_About this task_: Go through the data and retrieve each line that includes the string "geometry".
:: Provided records
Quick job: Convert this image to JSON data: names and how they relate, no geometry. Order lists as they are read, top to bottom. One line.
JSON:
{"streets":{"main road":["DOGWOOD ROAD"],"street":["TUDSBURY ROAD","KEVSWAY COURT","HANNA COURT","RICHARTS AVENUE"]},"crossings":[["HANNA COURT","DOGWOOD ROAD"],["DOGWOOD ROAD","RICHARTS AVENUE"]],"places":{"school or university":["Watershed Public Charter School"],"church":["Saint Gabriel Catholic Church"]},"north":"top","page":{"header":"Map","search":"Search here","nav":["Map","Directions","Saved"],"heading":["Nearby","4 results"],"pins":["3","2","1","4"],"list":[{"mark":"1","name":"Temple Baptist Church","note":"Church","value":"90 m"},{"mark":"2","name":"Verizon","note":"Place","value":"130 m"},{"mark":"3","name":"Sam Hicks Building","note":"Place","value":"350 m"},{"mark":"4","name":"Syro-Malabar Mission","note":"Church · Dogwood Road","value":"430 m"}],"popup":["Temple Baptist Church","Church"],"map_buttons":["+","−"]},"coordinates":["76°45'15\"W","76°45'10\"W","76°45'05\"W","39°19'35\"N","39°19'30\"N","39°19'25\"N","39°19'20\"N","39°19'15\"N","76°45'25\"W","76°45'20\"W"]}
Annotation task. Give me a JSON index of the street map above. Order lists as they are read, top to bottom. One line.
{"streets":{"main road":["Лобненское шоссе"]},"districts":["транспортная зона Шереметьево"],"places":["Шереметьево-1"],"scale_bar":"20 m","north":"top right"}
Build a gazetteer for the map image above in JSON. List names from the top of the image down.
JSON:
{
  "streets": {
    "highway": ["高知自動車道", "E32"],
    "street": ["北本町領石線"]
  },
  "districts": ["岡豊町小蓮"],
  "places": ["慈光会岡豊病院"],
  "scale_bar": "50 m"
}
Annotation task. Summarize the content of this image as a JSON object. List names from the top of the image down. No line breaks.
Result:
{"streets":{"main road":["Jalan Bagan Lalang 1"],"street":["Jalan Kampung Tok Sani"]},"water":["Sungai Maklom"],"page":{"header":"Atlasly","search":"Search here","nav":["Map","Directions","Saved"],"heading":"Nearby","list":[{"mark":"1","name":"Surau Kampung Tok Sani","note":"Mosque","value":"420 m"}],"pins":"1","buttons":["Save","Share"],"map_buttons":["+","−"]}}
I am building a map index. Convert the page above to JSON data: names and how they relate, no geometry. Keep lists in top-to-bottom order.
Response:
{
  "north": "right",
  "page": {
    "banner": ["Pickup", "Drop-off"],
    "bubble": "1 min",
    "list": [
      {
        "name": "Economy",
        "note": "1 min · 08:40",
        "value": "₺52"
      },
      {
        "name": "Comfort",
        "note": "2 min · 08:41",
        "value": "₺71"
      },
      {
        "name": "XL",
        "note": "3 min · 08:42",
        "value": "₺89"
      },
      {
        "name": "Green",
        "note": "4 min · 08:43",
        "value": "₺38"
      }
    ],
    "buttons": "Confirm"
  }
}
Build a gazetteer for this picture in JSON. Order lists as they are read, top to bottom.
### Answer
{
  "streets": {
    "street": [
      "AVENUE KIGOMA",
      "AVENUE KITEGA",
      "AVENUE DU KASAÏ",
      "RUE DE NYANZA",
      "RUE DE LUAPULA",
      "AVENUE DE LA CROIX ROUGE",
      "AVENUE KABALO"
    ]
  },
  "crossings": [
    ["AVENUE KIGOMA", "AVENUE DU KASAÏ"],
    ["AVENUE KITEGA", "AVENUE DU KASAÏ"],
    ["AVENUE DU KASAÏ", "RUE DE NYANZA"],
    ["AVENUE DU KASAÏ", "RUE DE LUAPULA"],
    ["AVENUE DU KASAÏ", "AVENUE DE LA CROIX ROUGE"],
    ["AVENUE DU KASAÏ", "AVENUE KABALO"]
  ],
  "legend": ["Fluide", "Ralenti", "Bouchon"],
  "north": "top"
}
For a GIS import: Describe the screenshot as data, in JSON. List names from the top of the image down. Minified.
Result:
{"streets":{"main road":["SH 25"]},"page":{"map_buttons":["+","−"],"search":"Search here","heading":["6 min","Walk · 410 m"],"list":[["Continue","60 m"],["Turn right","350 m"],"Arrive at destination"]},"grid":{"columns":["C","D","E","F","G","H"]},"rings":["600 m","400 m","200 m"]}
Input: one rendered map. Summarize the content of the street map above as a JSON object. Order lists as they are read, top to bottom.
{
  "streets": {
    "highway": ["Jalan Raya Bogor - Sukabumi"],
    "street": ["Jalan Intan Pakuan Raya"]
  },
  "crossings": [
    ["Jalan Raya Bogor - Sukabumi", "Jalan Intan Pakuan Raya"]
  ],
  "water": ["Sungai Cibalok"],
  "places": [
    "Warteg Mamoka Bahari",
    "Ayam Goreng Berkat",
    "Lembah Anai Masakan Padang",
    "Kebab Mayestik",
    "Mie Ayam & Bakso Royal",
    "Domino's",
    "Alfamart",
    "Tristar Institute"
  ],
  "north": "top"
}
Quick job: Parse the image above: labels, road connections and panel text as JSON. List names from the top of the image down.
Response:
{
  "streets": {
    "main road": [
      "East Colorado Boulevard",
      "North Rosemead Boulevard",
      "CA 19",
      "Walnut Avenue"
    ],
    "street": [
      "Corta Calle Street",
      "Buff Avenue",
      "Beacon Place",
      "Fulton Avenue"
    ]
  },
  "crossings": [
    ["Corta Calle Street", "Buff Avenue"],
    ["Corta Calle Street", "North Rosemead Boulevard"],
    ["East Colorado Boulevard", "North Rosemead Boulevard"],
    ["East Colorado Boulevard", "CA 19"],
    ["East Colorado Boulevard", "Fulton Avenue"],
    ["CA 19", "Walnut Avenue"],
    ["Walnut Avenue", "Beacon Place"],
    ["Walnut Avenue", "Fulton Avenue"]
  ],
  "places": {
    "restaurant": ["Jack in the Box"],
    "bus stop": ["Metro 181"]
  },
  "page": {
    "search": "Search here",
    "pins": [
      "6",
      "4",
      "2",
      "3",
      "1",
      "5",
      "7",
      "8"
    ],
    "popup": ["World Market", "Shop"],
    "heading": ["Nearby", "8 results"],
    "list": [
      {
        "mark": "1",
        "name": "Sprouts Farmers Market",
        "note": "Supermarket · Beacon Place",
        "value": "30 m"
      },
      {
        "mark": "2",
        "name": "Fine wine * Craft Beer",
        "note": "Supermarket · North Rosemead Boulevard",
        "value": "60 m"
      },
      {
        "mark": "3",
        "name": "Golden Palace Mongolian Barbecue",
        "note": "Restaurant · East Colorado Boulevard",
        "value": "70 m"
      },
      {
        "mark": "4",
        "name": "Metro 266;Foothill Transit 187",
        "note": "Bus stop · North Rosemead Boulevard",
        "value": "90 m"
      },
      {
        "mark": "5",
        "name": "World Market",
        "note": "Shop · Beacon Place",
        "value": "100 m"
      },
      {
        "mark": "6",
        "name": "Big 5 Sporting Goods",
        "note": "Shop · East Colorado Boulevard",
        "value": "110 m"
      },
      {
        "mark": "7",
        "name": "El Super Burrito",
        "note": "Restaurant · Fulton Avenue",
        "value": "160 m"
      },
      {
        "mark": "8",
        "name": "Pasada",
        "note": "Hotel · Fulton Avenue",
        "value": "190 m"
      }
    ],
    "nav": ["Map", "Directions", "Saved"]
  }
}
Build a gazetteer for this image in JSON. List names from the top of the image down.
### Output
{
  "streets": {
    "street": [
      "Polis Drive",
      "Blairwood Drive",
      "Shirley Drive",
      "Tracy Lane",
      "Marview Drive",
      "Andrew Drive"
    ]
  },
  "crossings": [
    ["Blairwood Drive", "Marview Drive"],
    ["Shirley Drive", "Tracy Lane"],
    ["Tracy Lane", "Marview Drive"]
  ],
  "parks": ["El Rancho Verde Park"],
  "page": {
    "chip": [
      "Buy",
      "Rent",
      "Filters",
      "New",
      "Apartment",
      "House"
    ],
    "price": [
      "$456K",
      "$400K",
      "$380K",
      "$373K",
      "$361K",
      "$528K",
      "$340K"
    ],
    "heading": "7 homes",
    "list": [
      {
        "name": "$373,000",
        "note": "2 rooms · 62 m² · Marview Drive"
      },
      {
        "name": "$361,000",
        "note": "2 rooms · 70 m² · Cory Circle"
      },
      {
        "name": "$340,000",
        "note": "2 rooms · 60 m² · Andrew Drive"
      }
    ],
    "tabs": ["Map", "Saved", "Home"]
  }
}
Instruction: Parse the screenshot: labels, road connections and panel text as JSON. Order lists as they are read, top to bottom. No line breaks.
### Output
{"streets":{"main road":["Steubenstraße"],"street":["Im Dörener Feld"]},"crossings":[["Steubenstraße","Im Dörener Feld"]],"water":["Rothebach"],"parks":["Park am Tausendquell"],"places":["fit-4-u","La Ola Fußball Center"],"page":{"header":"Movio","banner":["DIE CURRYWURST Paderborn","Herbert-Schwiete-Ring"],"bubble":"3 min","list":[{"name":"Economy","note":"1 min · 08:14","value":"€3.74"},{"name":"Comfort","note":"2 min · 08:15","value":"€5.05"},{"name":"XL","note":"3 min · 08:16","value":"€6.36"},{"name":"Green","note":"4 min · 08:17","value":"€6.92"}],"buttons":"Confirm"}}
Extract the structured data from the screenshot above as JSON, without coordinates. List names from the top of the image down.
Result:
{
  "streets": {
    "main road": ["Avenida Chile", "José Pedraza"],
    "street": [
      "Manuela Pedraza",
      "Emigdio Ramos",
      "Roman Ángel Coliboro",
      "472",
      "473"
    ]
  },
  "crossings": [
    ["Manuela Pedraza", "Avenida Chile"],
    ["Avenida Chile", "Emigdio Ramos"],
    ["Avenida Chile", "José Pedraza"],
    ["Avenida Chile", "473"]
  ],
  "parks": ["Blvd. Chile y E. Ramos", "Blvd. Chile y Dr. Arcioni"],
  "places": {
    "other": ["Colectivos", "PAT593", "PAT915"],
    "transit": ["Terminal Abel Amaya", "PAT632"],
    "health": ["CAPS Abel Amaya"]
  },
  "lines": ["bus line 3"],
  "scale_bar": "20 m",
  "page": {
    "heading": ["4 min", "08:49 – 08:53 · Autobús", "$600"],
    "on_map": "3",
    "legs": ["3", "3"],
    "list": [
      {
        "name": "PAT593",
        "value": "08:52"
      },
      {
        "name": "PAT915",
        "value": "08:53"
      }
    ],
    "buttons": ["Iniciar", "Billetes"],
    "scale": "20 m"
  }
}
::::
_Written answer_:
Quick job: Convert this image to JSON data: names and how they relate, no geometry. Order lists as they are read, top to bottom. One line.
I am building a map index. Convert the page above to JSON data: names and how they relate, no geometry. Keep lists in top-to-bottom order.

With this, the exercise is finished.